Luc Besson: 'James Cameron treated me like a moron on Avatar set'

The filmmaker is set to release his own Avatar after spending two decades trying to turn his favourite childhood graphic novel into a movie.

French film legend Luc Besson was left baffled by the technology James Cameron was using during an Avatar set visit a decade ago.

The Leon director was dreaming up a way to turn his favourite childhood graphic novel, Valerian and Laureline, into a movie and reached out to Cameron for help and advice.

The American invited his French peer to the set of his futuristic blockbuster and then treated Luc like a "moron".

"He invited me on the set of Avatar in L.A. because I said, 'I'm writing something sci-fi', and he said, 'Come and see how it's working'," Besson tells The Hollywood Reporter.

"Being there, in the middle of the factory with nothing, and seeing the world on the screen... he took me for a moron at the beginning, because it was kind of complicated for me to understand. He looked at me like, 'This moron doesn't understand anything'.

"I don't have a computer. I have this, an iPad, with music. Then we went for lunch, and I asked him a lot of questions, and he gave me some tips. He was such a gentleman, so secure. You know, the people who are secure are generous."

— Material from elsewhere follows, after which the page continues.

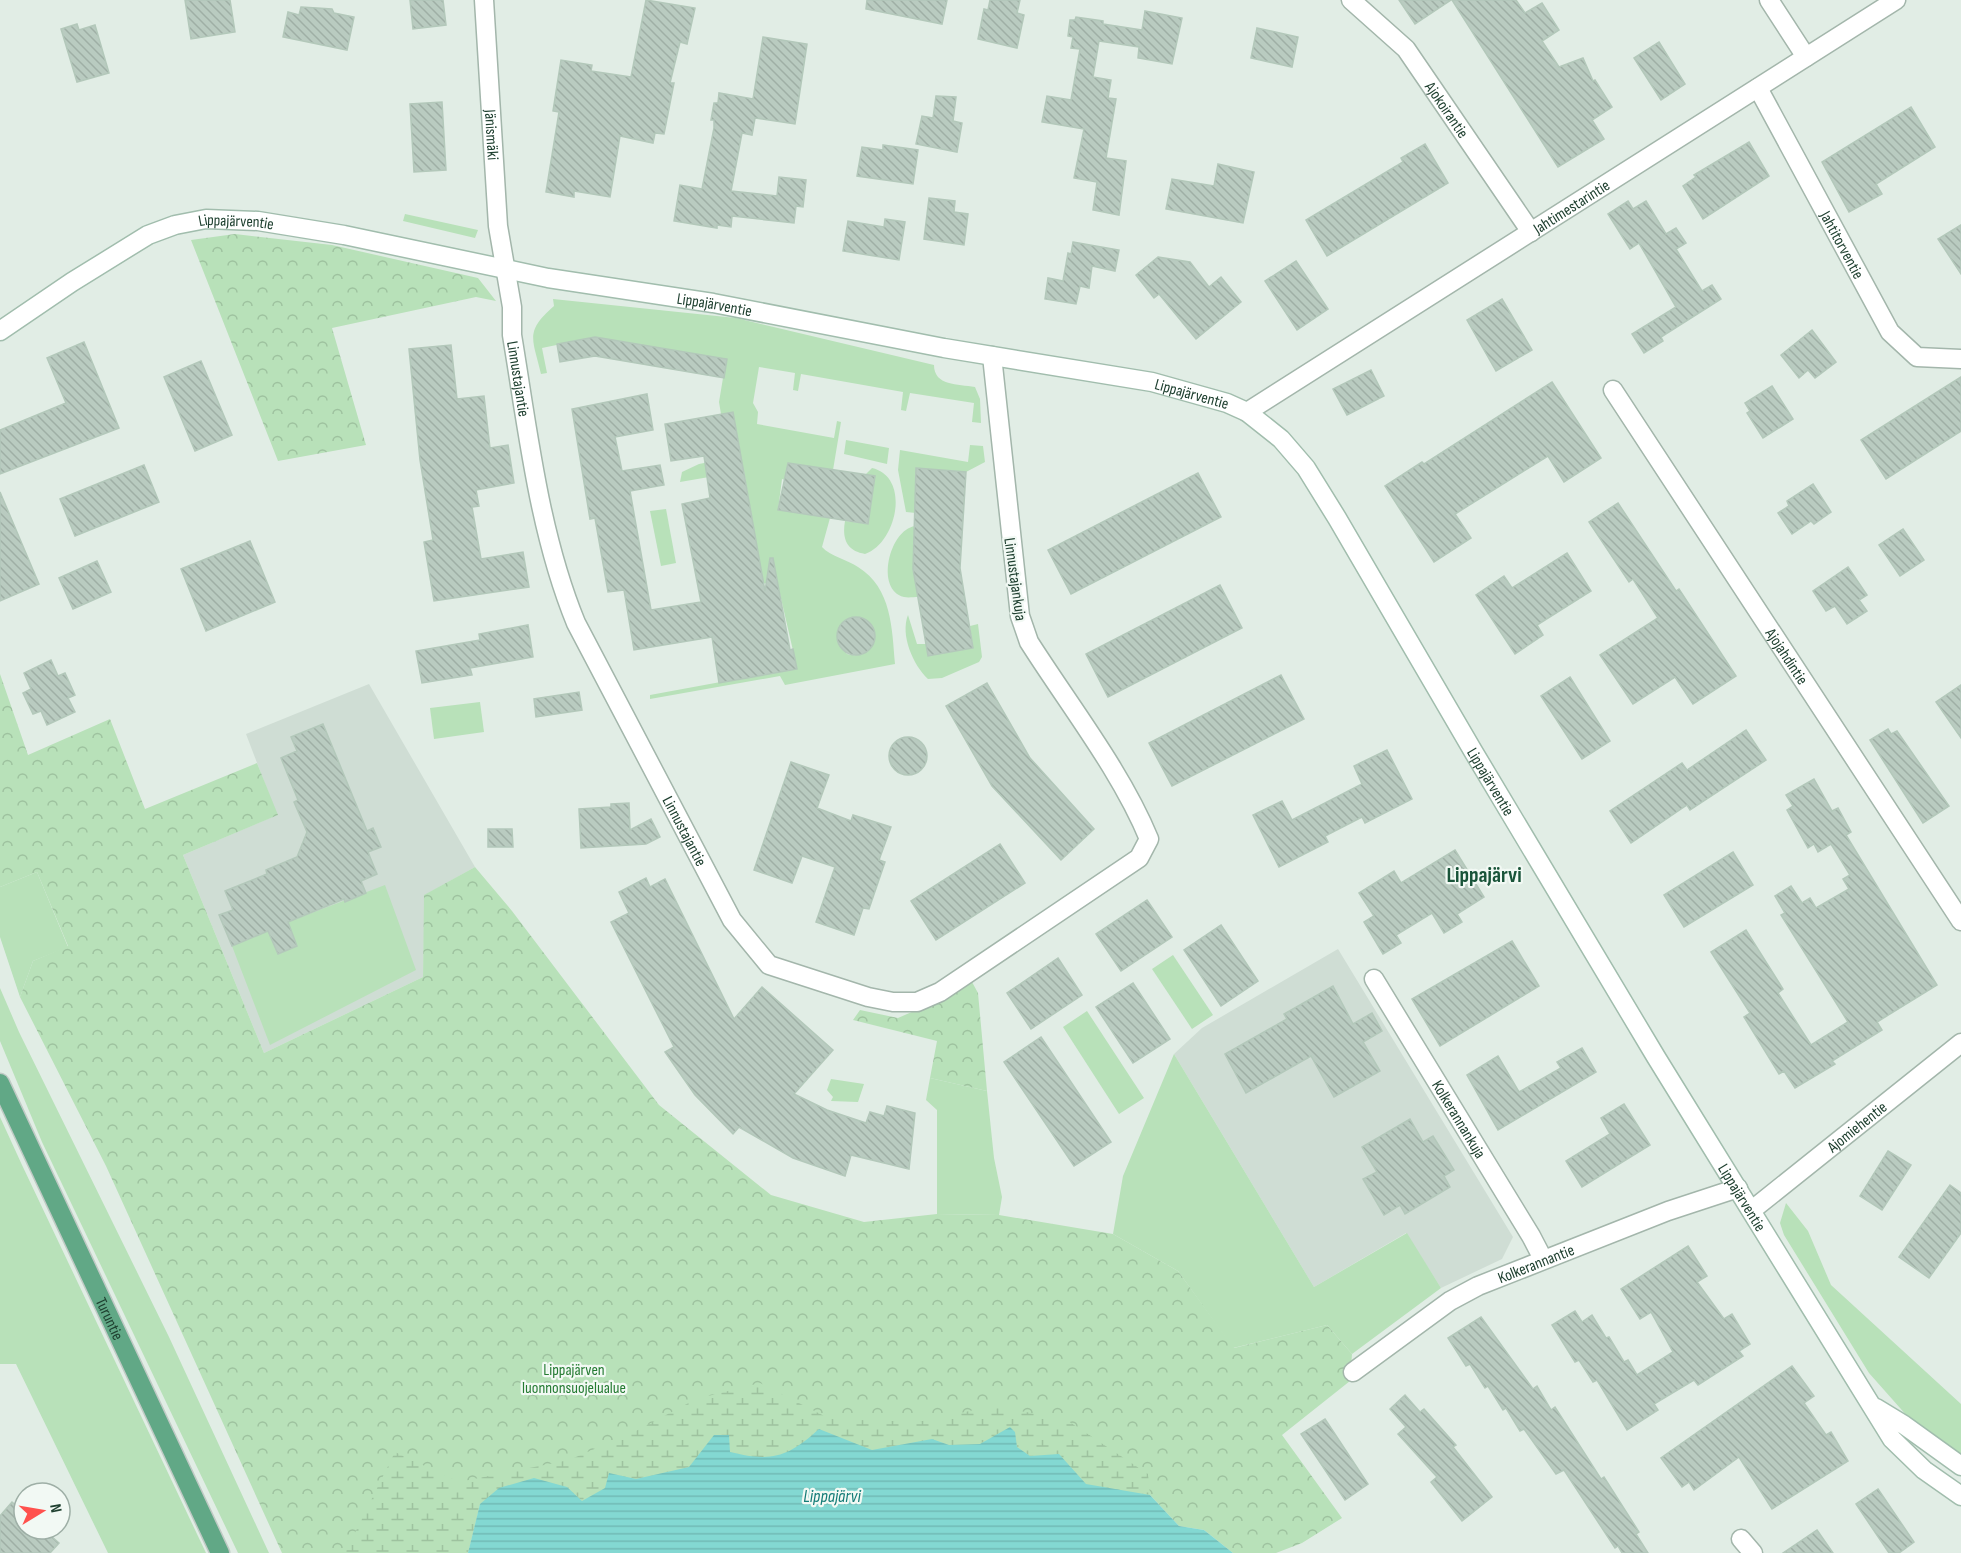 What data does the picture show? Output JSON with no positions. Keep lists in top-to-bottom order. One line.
{"streets":{"main road":["Turuntie"],"street":["Ajokoirantie","Jänismäki","Jahtimestarintie","Lippajärventie","Jahtitorventie","Linnustajantie","Linnustajankuja","Ajojahdintie","Kolkerannankuja","Ajomiehentie","Kolkerannantie"]},"crossings":[["Ajokoirantie","Jahtimestarintie"],["Jänismäki","Lippajärventie"],["Jänismäki","Linnustajantie"],["Jahtimestarintie","Lippajärventie"],["Jahtimestarintie","Jahtitorventie"],["Lippajärventie","Linnustajantie"],["Lippajärventie","Linnustajankuja"],["Lippajärventie","Ajomiehentie"],["Lippajärventie","Kolkerannantie"],["Linnustajantie","Linnustajankuja"],["Kolkerannankuja","Kolkerannantie"]],"districts":["Lippajärvi"],"water":["Lippajärvi"],"parks":["Lippajärven luonnonsuojelualue"],"north":"right"}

Besson left and destroyed his first draft for his Valerian and Laureline adaptation, because he didn't think it was good enough.

Now, almost 10 years later, Luc is set to release his labour of love, which has become the most expensive movie he has ever made with a budget of $180 million (GBP138 million).

He admits he started getting serious about the project, titled Valerian and the City of a Thousand Planets, while he was making his cult 1997 movie The Fifth Element.

"The designer, Jean-Claude Mezieres, was saying, 'Why are you not doing Valerian? Why are you doing this stupid Fifth Element thing?'" he recalls. "I said, 'Because it's impossible'. But then, little by little, the technique went up. I started to write, and I wrote for a couple of years just to see: Was it good enough? Was it worthwhile enough?"

Besson became so dedicated to the project he sank his entire salary into the film, but admits Cameron's help and his Avatar movie made him prepared to take the risk.

"Avatar was on such a (high) level that (I thought), 'You're not qualified. Go back to training', like with the Olympic Games. You can't (just) go and ask for $180 million."